But for now all I am hearing is that geekbench sucks and MobileXPRT is the bomb diggity.
and all we hear is bias the other way making so many assumptions like this
'Unfortunately, this chart seems to be pretty off-kilter with reality now that some more processor-oriented benchmarks are in (rather than web-based benchmarks that are highly dependent on Javascript/HTML5 engines - in short, not "pure" CPU measurements). '
So geekbench is the arbiter of reality now, a suite that thinks encryption is integer and denorms are frequent in floating point ? I still contend web browsing speed is of more relevance to mobile users than the micro-benchmarks in Geekbench and game-playing cpu speed can be measured by the Ice Storm Physics score and Silvermont does just fine there.
One day there will be a geekbench released that does not have problems associated with it and answers more questions than it raises but not yet, mixing encryption and integer in the same grouping is the latest flaw.
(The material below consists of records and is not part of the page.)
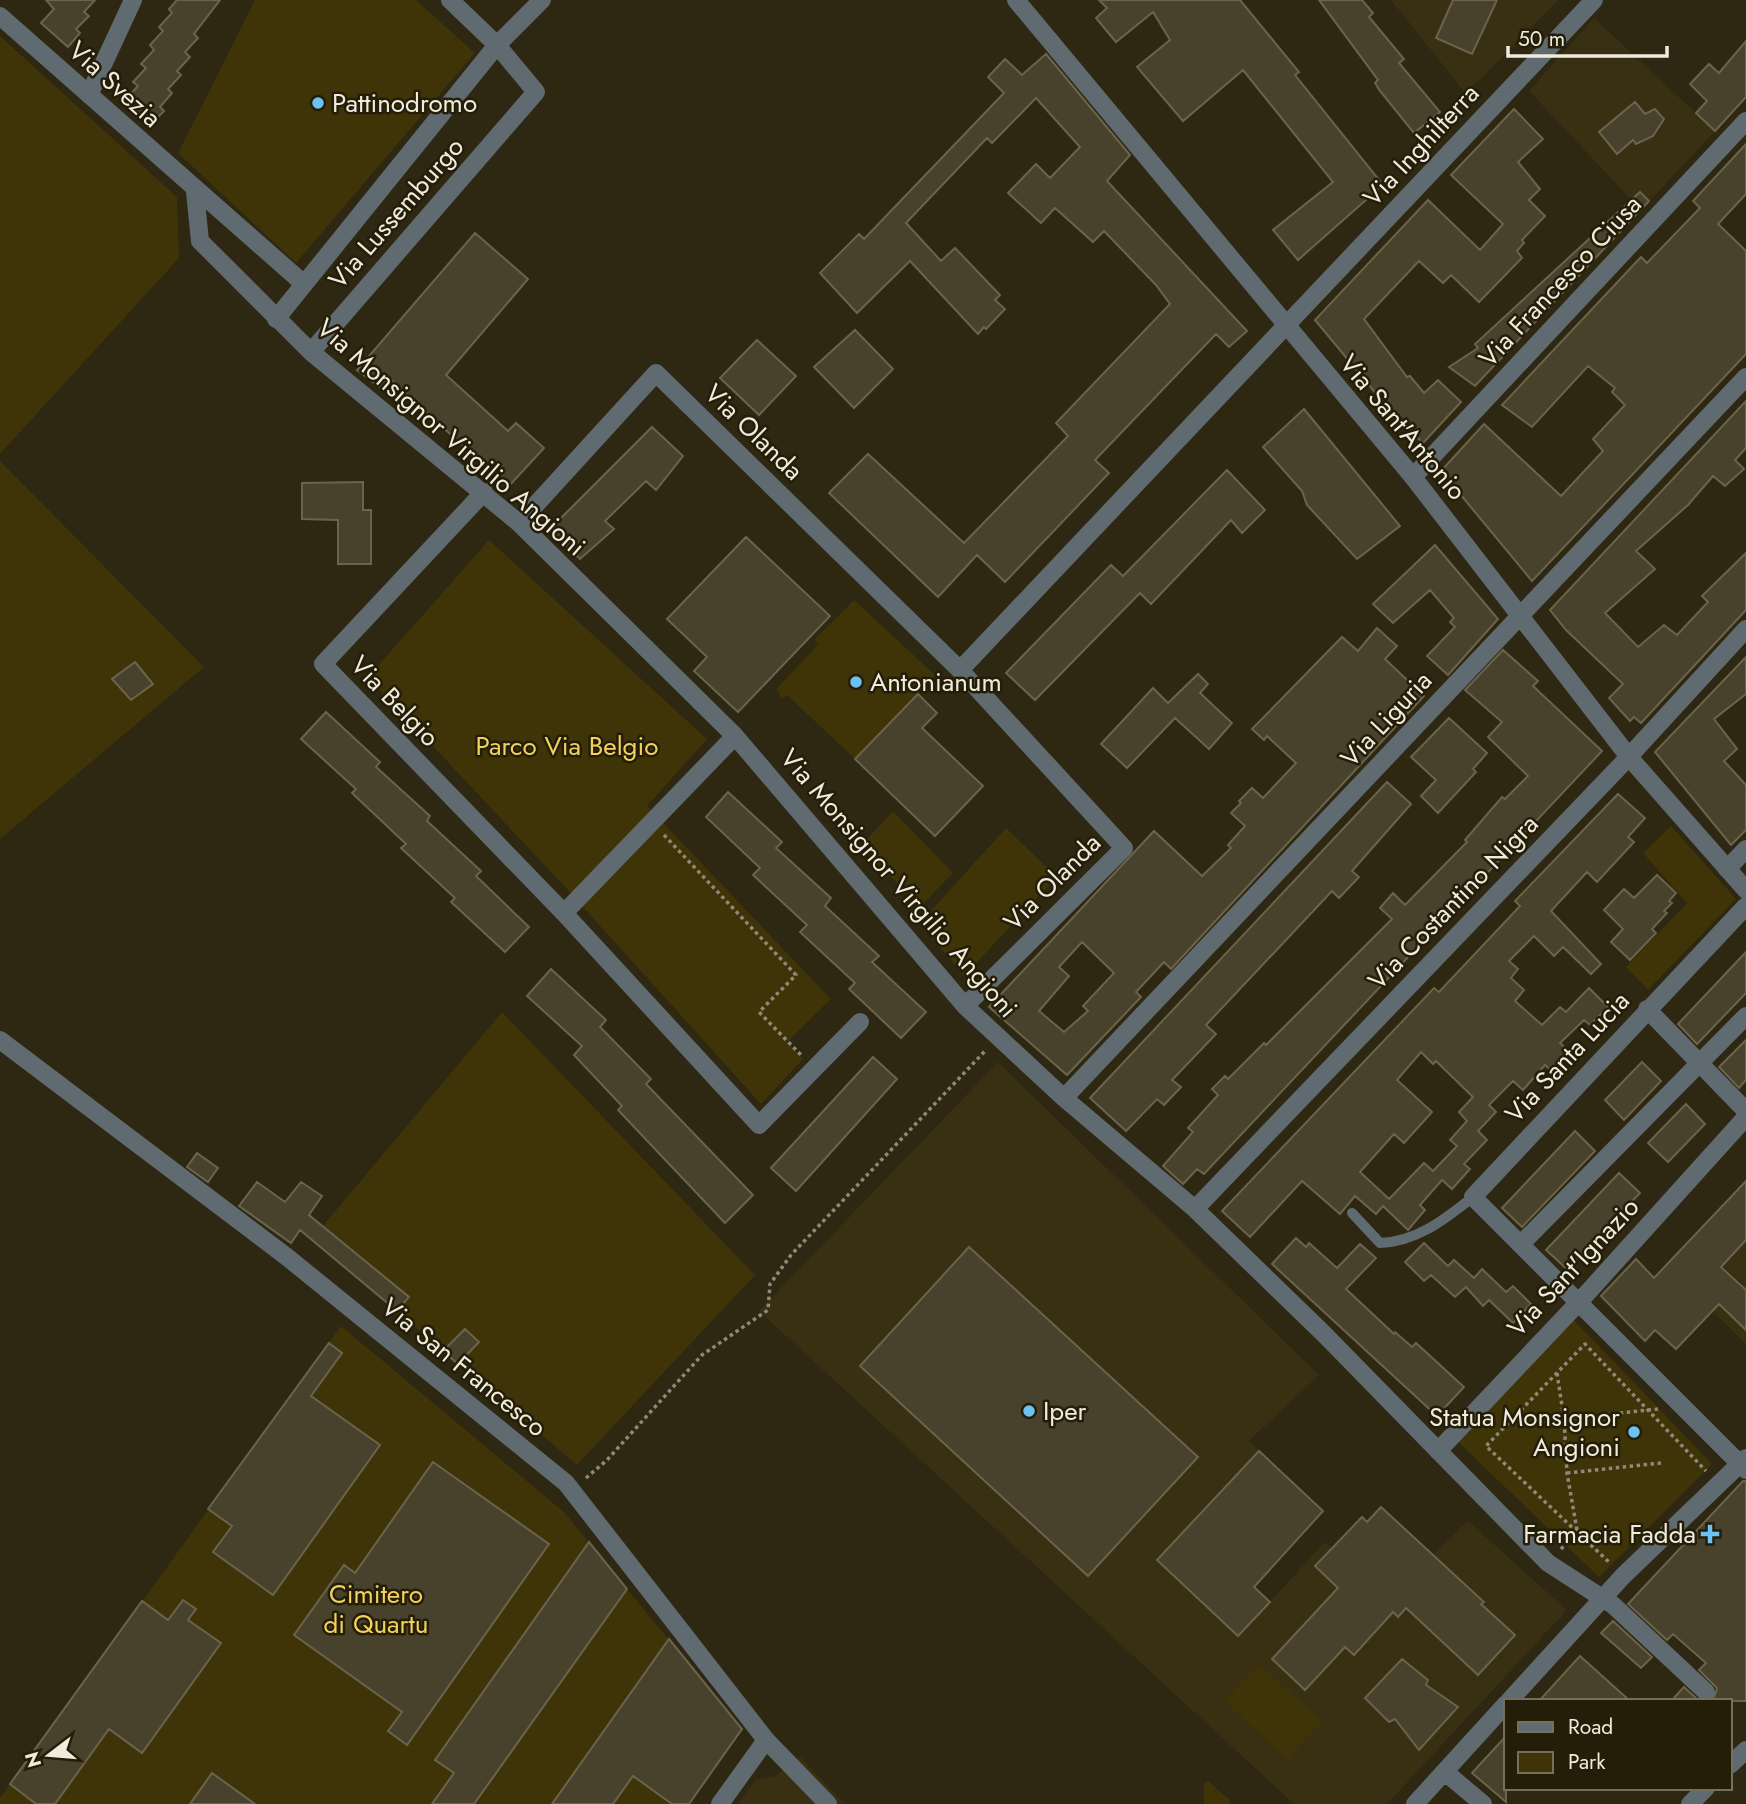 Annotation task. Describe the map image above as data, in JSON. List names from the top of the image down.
{
  "streets": {
    "street": [
      "Via Svezia",
      "Via Inghilterra",
      "Via Lussemburgo",
      "Via Francesco Ciusa",
      "Via Sant'Antonio",
      "Via Olanda",
      "Via Monsignor Virgilio Angioni",
      "Via Belgio",
      "Via Liguria",
      "Via Costantino Nigra",
      "Via Santa Lucia",
      "Via Sant'Ignazio",
      "Via San Francesco"
    ]
  },
  "crossings": [
    ["Via Svezia", "Via Lussemburgo"],
    ["Via Inghilterra", "Via Sant'Antonio"],
    ["Via Lussemburgo", "Via Monsignor Virgilio Angioni"],
    ["Via Francesco Ciusa", "Via Sant'Antonio"],
    ["Via Sant'Antonio", "Via Liguria"],
    ["Via Sant'Antonio", "Via Costantino Nigra"],
    ["Via Olanda", "Via Monsignor Virgilio Angioni"],
    ["Via Monsignor Virgilio Angioni", "Via Belgio"],
    ["Via Monsignor Virgilio Angioni", "Via Liguria"],
    ["Via Monsignor Virgilio Angioni", "Via Costantino Nigra"],
    ["Via Monsignor Virgilio Angioni", "Via Sant'Ignazio"],
    ["Via Santa Lucia", "Via Sant'Ignazio"]
  ],
  "parks": ["Parco Via Belgio", "Cimitero di Quartu"],
  "places": {
    "other": [
      "Pattinodromo",
      "Antonianum",
      "Iper",
      "Statua Monsignor Angioni"
    ],
    "health": ["Farmacia Fadda"]
  },
  "legend": ["Road", "Park"],
  "scale_bar": "50 m",
  "north": "left"
}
Ashraf compared a 64-bit A7 GB3 score with a Merrifield 32-bit score and did not bother mentioning it in his article even though A7 has a big jump from its 32-bit to 64-bit score and 64-bit Avoton also improves over Bay Trail. Also rather than finding out why Krait/A15/A7 run relatively poorly (length of run most likely) in WebXPRT he dismissed it as biased automatically just because the results did not tally with benchmarks that run in a fraction of the time. He also thinks a benchmark that basically consists of compressing/decompressing/encryption is more relevant to a mobile user than something that tests Web speed. That article was truly something else and not in a good way.
WebXPRT runs for about 20 minutes so I suppose it would slug the mobile power hogs.
I actually would have expected Merrifield to clock much higher in turbo mode. If really density was the reason then it was a bad one.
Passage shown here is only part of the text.